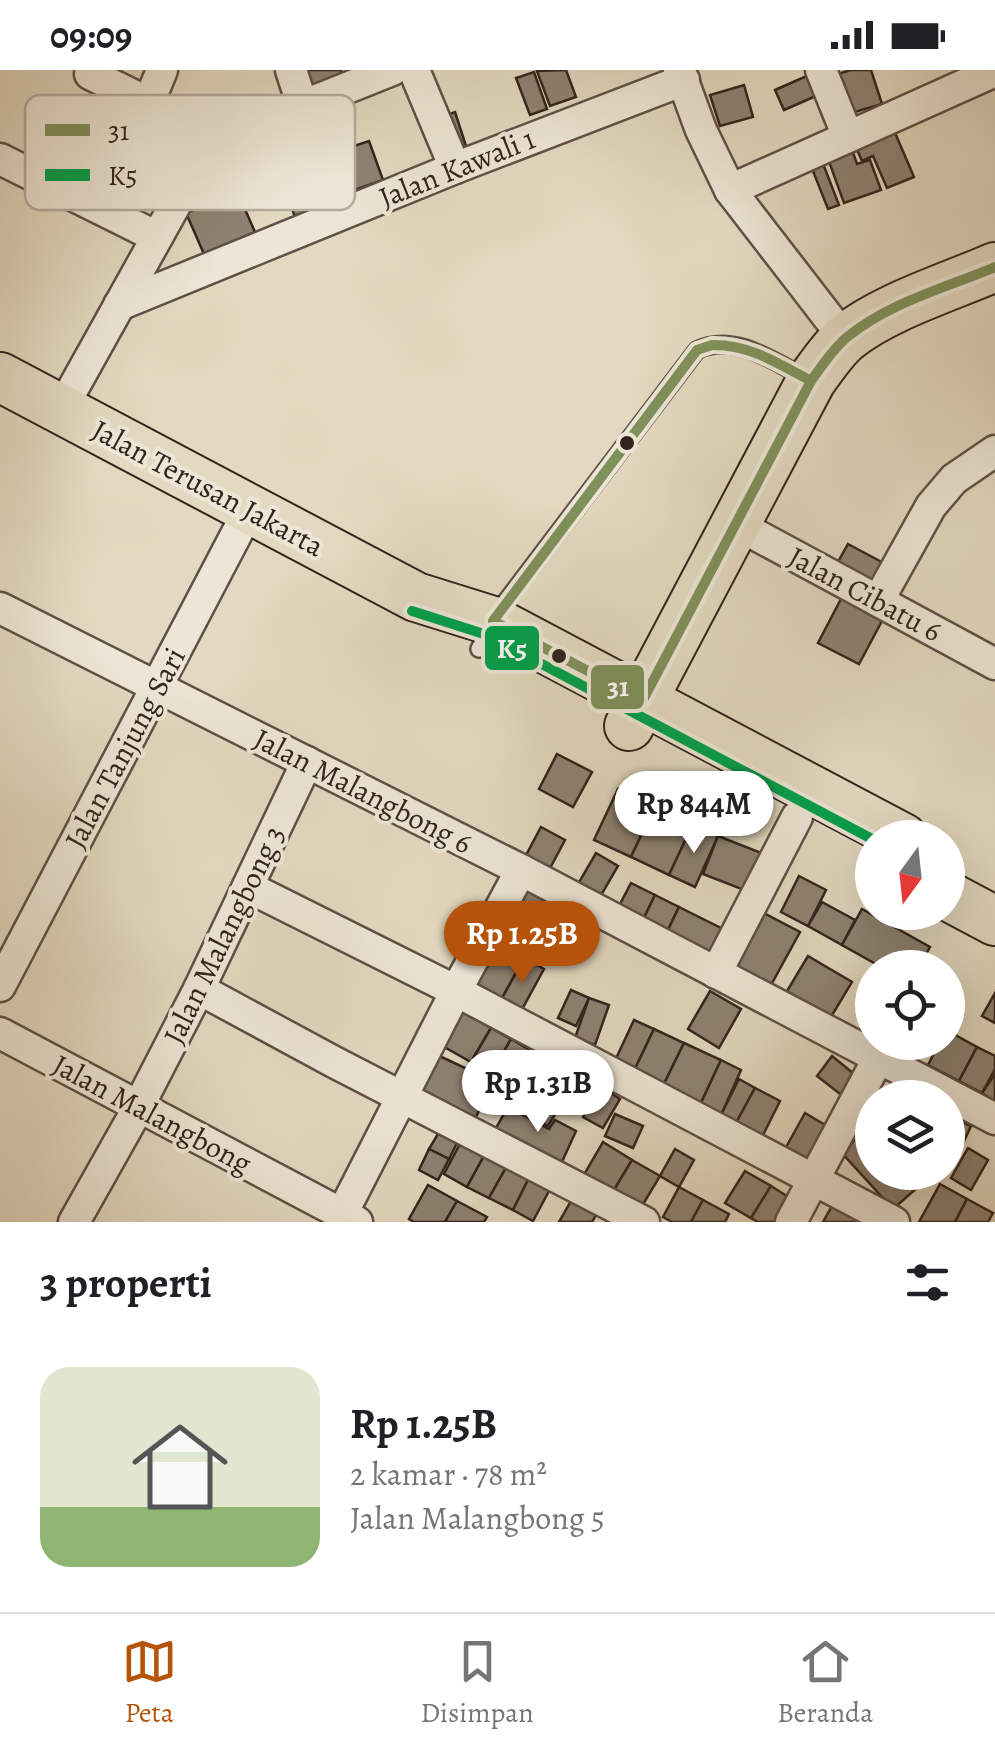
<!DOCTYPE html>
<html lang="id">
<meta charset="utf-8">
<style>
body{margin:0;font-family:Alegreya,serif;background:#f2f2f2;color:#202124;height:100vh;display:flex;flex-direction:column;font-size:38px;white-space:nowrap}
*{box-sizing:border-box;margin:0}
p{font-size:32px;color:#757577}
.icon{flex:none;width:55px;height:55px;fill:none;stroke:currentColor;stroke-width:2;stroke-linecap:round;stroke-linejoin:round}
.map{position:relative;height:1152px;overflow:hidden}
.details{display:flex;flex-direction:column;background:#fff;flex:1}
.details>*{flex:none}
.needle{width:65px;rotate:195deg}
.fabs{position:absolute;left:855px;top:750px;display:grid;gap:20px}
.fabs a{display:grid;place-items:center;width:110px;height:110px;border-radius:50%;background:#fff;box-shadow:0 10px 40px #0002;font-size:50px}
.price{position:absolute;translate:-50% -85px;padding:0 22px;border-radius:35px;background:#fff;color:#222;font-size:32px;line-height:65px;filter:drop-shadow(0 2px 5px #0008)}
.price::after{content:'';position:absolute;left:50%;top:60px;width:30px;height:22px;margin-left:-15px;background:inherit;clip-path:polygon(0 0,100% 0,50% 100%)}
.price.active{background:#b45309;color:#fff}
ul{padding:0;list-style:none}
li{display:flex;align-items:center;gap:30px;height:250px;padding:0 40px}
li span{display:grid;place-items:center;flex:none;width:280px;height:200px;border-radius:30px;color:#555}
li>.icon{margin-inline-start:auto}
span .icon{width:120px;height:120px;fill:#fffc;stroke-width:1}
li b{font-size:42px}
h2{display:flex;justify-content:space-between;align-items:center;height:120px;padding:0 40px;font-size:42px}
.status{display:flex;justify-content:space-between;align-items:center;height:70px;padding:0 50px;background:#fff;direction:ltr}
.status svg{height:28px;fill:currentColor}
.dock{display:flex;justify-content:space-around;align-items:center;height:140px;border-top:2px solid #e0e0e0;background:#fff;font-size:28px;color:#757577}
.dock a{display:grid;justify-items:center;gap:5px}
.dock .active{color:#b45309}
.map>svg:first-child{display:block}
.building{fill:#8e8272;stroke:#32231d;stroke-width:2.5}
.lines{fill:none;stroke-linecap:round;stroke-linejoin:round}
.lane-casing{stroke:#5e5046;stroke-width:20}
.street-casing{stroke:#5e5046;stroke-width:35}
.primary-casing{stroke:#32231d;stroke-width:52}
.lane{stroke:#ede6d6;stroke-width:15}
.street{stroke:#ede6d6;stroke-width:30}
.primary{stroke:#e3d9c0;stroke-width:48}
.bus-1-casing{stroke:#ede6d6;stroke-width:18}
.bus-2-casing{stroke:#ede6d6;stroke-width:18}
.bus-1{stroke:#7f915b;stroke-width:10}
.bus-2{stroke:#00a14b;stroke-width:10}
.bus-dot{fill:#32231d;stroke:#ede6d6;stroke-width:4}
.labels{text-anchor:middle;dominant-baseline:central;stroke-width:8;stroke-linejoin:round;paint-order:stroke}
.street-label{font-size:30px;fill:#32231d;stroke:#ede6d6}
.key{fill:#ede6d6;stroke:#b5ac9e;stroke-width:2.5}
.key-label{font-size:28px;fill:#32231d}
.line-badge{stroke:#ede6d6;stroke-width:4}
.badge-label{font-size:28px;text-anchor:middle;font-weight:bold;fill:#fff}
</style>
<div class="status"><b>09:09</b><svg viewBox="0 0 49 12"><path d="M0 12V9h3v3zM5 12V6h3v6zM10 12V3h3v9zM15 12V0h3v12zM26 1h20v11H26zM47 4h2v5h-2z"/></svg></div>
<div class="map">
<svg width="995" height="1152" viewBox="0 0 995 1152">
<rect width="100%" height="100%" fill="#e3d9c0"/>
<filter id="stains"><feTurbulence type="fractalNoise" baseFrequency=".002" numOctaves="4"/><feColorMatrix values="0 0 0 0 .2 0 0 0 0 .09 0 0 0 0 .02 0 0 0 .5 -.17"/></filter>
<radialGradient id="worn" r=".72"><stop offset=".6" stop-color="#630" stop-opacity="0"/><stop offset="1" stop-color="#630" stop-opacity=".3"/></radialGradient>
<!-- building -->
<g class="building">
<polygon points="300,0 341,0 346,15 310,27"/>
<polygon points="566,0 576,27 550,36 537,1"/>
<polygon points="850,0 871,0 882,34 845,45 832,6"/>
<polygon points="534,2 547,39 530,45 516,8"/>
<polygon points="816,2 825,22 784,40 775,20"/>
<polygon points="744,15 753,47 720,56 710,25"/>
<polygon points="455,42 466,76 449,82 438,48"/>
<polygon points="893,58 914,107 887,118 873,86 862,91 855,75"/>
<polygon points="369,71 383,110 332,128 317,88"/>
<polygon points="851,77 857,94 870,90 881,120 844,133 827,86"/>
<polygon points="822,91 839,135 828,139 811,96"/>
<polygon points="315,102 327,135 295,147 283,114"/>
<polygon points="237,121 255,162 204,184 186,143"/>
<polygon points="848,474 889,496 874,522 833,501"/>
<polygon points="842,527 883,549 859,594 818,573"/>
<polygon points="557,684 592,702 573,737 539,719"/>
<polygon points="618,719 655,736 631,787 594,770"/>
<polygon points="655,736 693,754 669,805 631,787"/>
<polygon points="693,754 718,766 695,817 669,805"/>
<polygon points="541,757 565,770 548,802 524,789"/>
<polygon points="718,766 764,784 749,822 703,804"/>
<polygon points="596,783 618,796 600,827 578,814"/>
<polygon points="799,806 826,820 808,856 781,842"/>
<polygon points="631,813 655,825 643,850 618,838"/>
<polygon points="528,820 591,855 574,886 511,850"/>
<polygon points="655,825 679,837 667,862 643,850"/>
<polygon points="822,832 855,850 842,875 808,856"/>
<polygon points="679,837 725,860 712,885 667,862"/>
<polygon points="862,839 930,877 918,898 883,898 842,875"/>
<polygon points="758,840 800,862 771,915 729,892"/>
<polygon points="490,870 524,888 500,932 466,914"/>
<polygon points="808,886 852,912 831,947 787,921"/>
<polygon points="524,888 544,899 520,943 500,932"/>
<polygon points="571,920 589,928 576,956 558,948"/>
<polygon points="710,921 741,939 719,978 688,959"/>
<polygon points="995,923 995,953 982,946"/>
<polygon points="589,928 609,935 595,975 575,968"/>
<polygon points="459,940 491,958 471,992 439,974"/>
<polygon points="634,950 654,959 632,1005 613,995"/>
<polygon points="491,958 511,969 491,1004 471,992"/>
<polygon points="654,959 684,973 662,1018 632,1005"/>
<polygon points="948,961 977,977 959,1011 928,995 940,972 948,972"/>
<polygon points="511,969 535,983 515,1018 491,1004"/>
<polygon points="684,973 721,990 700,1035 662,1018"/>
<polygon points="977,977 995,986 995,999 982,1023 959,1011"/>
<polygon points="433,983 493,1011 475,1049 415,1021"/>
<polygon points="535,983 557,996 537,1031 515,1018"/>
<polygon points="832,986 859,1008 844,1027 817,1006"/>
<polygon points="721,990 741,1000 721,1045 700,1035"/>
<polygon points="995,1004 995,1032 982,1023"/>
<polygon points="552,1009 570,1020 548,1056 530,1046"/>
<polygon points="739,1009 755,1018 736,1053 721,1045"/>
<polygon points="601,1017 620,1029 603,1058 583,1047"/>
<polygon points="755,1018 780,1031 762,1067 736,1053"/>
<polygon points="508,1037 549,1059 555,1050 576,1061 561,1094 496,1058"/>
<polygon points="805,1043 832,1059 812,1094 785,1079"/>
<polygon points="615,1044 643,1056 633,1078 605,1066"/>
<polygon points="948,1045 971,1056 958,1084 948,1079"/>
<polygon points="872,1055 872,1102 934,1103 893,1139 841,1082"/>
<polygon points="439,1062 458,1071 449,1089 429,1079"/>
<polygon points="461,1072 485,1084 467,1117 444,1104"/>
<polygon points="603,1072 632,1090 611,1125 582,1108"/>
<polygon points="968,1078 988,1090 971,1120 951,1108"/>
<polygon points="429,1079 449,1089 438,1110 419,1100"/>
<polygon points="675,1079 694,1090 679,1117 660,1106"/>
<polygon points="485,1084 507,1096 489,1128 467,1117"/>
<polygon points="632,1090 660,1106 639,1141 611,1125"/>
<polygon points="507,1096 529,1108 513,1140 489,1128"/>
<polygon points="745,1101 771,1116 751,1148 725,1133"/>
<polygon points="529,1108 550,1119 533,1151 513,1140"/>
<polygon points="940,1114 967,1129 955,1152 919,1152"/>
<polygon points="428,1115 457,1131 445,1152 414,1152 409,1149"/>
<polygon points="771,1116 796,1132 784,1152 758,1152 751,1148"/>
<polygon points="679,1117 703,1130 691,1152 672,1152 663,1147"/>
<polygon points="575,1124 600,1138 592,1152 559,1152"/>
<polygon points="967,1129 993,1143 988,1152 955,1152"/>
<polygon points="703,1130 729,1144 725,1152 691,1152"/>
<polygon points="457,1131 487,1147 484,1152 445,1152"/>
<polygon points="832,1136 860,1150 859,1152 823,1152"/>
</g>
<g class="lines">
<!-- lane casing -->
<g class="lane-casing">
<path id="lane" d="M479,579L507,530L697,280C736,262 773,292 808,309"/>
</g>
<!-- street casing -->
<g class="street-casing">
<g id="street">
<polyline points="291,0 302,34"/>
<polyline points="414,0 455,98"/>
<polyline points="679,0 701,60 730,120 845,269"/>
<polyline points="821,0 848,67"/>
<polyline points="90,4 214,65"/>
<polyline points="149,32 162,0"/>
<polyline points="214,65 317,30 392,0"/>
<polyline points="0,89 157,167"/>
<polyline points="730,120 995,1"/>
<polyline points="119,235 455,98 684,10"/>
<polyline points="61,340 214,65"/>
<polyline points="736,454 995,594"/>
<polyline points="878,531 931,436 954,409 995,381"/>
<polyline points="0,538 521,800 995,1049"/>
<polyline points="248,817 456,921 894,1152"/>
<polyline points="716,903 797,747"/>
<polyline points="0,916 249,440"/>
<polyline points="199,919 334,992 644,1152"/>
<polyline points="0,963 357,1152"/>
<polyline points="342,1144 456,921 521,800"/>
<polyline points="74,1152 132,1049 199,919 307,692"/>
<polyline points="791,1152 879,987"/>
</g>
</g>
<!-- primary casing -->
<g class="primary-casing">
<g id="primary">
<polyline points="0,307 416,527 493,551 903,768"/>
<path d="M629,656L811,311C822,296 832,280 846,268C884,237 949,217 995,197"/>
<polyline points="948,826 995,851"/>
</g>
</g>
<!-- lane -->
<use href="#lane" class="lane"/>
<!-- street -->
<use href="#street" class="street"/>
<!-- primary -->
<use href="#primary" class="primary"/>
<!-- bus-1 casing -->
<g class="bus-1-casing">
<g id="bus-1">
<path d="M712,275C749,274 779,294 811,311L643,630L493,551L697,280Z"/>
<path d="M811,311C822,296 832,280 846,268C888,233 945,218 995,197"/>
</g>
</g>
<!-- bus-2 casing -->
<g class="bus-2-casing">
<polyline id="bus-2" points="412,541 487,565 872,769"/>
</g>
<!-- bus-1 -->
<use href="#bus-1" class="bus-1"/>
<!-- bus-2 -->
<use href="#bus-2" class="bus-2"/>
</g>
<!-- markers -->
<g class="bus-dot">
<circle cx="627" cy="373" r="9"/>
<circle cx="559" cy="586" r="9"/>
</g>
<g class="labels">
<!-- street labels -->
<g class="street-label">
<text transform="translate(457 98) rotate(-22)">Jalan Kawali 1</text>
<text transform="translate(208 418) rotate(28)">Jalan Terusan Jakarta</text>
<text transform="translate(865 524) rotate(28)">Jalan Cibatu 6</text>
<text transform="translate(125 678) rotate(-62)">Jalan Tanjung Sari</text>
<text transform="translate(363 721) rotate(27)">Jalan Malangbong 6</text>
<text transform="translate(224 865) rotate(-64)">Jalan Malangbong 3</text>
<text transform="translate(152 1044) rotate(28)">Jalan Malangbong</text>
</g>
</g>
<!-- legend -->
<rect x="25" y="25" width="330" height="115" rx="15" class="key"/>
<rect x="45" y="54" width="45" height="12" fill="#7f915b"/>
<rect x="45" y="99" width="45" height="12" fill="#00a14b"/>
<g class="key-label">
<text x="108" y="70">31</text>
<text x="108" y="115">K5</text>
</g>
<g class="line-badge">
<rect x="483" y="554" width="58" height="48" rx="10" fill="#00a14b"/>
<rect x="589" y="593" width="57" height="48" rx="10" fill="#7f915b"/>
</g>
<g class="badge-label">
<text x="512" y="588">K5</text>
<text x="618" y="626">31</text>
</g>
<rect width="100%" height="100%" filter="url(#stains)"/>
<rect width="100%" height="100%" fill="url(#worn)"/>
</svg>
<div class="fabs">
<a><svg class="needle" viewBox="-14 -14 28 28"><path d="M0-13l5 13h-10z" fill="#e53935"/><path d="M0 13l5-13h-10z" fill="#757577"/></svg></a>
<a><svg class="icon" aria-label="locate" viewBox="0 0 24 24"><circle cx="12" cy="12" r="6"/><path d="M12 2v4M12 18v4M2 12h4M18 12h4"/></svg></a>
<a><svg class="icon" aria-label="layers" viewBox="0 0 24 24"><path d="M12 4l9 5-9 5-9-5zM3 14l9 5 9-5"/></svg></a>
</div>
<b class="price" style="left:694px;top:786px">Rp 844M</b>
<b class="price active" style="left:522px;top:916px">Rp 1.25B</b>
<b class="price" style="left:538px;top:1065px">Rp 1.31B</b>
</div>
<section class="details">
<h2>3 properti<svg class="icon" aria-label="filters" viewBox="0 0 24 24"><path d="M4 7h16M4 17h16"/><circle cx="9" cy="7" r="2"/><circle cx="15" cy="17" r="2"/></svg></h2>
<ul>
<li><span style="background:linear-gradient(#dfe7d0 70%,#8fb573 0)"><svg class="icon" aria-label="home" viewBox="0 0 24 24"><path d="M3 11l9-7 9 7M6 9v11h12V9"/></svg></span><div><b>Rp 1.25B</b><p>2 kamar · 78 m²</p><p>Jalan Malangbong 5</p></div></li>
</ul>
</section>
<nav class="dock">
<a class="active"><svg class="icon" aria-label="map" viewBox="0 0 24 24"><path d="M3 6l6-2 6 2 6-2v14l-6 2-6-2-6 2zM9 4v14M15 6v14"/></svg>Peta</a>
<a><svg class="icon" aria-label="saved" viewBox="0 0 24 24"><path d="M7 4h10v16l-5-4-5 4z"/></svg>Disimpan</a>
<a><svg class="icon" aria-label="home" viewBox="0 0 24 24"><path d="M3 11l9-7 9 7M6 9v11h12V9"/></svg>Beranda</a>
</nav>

^^^^

● **What to produce**
Go through the listing above and list every line that has the word "linecap".

● **Output of the task**
.icon{flex:none;width:55px;height:55px;fill:none;stroke:currentColor;stroke-width:2;stroke-linecap:round;stroke-linejoin:round}
.lines{fill:none;stroke-linecap:round;stroke-linejoin:round}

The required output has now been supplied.